Activity: Which lines run from the start of the data below to the line containing "For a GIS import: Summarize"? Set them down exactly, with none added.

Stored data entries
===

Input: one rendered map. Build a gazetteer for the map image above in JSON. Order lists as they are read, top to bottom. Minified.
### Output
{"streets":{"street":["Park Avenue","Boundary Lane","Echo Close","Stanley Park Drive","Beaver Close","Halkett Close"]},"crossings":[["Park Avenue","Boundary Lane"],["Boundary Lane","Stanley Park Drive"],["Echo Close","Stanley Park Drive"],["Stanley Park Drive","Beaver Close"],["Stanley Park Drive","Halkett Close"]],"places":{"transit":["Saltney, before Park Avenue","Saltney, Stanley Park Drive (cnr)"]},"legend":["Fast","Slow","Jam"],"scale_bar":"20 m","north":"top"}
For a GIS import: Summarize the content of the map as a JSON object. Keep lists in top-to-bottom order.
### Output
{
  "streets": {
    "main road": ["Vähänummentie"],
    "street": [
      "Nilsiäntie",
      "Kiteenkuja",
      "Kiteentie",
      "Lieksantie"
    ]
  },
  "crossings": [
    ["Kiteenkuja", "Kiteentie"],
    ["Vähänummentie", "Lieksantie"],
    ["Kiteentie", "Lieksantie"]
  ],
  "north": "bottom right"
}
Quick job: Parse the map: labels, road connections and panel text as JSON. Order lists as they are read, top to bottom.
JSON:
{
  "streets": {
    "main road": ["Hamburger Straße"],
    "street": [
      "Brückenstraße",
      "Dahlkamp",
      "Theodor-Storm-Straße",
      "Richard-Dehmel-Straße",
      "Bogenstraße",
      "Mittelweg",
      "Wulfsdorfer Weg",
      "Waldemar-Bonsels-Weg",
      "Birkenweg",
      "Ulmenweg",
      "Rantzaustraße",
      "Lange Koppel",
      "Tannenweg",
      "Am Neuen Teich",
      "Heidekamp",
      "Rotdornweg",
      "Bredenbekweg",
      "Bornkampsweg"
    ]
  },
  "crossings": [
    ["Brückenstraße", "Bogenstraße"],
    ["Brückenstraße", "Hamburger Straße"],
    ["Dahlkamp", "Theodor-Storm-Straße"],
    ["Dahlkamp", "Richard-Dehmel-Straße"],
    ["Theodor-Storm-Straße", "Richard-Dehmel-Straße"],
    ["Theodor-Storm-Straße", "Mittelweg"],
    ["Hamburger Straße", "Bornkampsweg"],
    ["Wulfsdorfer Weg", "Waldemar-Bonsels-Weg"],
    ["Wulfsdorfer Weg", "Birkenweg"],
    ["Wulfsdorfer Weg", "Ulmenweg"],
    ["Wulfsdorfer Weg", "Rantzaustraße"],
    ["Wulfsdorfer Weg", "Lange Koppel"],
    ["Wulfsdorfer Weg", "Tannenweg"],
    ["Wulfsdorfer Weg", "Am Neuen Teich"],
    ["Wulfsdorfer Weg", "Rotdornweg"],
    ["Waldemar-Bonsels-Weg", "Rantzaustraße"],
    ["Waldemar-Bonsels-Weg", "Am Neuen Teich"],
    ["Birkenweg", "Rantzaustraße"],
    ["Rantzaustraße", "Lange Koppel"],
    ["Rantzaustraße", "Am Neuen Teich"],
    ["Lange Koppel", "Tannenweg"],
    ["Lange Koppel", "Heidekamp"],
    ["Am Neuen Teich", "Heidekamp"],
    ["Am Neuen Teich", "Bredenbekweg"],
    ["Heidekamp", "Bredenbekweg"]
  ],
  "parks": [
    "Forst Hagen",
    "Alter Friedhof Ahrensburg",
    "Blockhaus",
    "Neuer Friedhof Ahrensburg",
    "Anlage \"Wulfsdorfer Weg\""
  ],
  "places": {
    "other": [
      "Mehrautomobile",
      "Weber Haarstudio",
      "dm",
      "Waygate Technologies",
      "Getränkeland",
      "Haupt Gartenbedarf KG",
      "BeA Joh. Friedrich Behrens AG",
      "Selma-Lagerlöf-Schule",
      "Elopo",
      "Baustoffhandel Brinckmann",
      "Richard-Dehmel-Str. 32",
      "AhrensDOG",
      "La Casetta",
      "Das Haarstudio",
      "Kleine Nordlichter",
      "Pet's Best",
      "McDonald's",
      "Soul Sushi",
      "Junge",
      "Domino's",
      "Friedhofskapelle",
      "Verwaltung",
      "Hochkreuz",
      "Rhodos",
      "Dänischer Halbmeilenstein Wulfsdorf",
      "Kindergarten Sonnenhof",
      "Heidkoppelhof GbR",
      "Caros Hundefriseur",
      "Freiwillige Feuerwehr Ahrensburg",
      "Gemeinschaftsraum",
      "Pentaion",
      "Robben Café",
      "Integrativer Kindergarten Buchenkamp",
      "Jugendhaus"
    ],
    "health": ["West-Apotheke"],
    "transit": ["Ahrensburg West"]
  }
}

===

Response:
Input: one rendered map. Build a gazetteer for the map image above in JSON. Order lists as they are read, top to bottom. Minified.
### Output
{"streets":{"street":["Park Avenue","Boundary Lane","Echo Close","Stanley Park Drive","Beaver Close","Halkett Close"]},"crossings":[["Park Avenue","Boundary Lane"],["Boundary Lane","Stanley Park Drive"],["Echo Close","Stanley Park Drive"],["Stanley Park Drive","Beaver Close"],["Stanley Park Drive","Halkett Close"]],"places":{"transit":["Saltney, before Park Avenue","Saltney, Stanley Park Drive (cnr)"]},"legend":["Fast","Slow","Jam"],"scale_bar":"20 m","north":"top"}
For a GIS import: Summarize the content of the map as a JSON object. Keep lists in top-to-bottom order.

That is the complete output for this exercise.